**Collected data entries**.
# # # # #

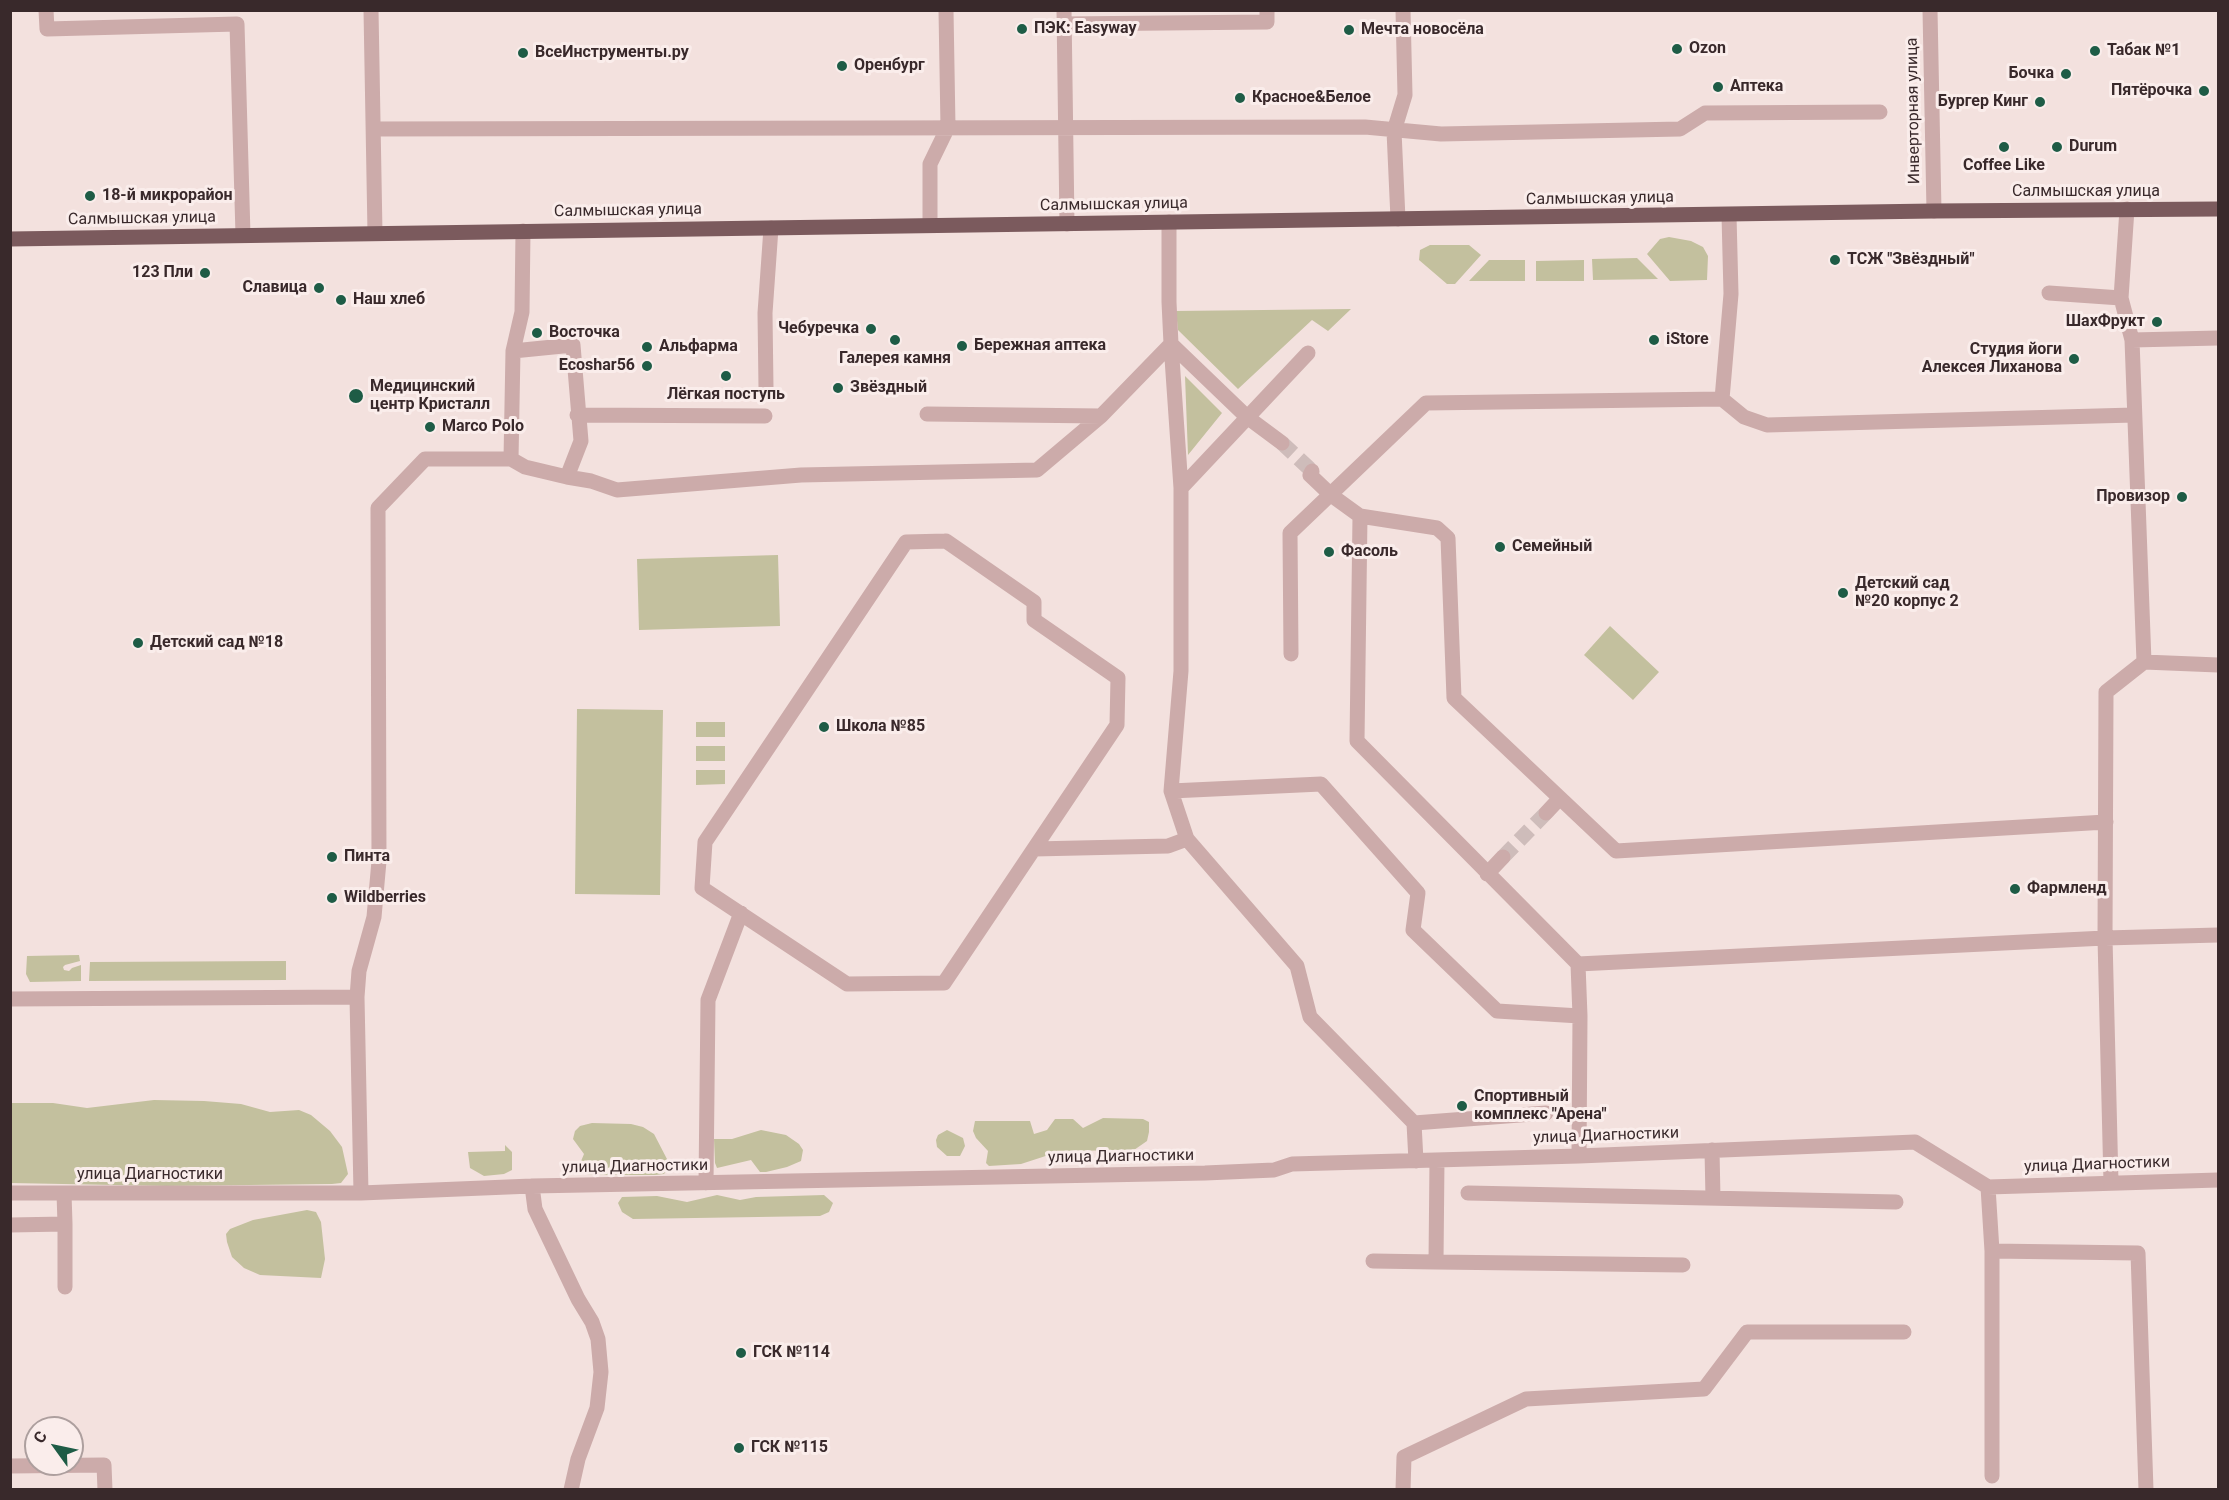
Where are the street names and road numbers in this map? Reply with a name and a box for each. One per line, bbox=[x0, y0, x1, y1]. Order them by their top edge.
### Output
street label: Инверторная улица bbox=[1903, 37, 1925, 185]
street label: Салмышская улица bbox=[2012, 182, 2160, 202]
street label: Салмышская улица bbox=[1526, 188, 1674, 210]
street label: Салмышская улица bbox=[1040, 194, 1188, 216]
street label: Салмышская улица bbox=[554, 200, 702, 222]
street label: Салмышская улица bbox=[68, 208, 216, 230]
street label: улица Диагностики bbox=[1533, 1124, 1679, 1148]
street label: улица Диагностики bbox=[1048, 1146, 1194, 1168]
street label: улица Диагностики bbox=[2024, 1153, 2170, 1177]
street label: улица Диагностики bbox=[562, 1156, 708, 1178]
street label: улица Диагностики bbox=[77, 1165, 223, 1185]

# # # # #

**Your objective**. A word-for-word copy of the data, without its pictures, is what is needed.

**Problem solution**.
Where are the street names and road numbers in this map? Reply with a name and a box for each. One per line, bbox=[x0, y0, x1, y1]. Order them by their top edge.
### Output
street label: Инверторная улица bbox=[1903, 37, 1925, 185]
street label: Салмышская улица bbox=[2012, 182, 2160, 202]
street label: Салмышская улица bbox=[1526, 188, 1674, 210]
street label: Салмышская улица bbox=[1040, 194, 1188, 216]
street label: Салмышская улица bbox=[554, 200, 702, 222]
street label: Салмышская улица bbox=[68, 208, 216, 230]
street label: улица Диагностики bbox=[1533, 1124, 1679, 1148]
street label: улица Диагностики bbox=[1048, 1146, 1194, 1168]
street label: улица Диагностики bbox=[2024, 1153, 2170, 1177]
street label: улица Диагностики bbox=[562, 1156, 708, 1178]
street label: улица Диагностики bbox=[77, 1165, 223, 1185]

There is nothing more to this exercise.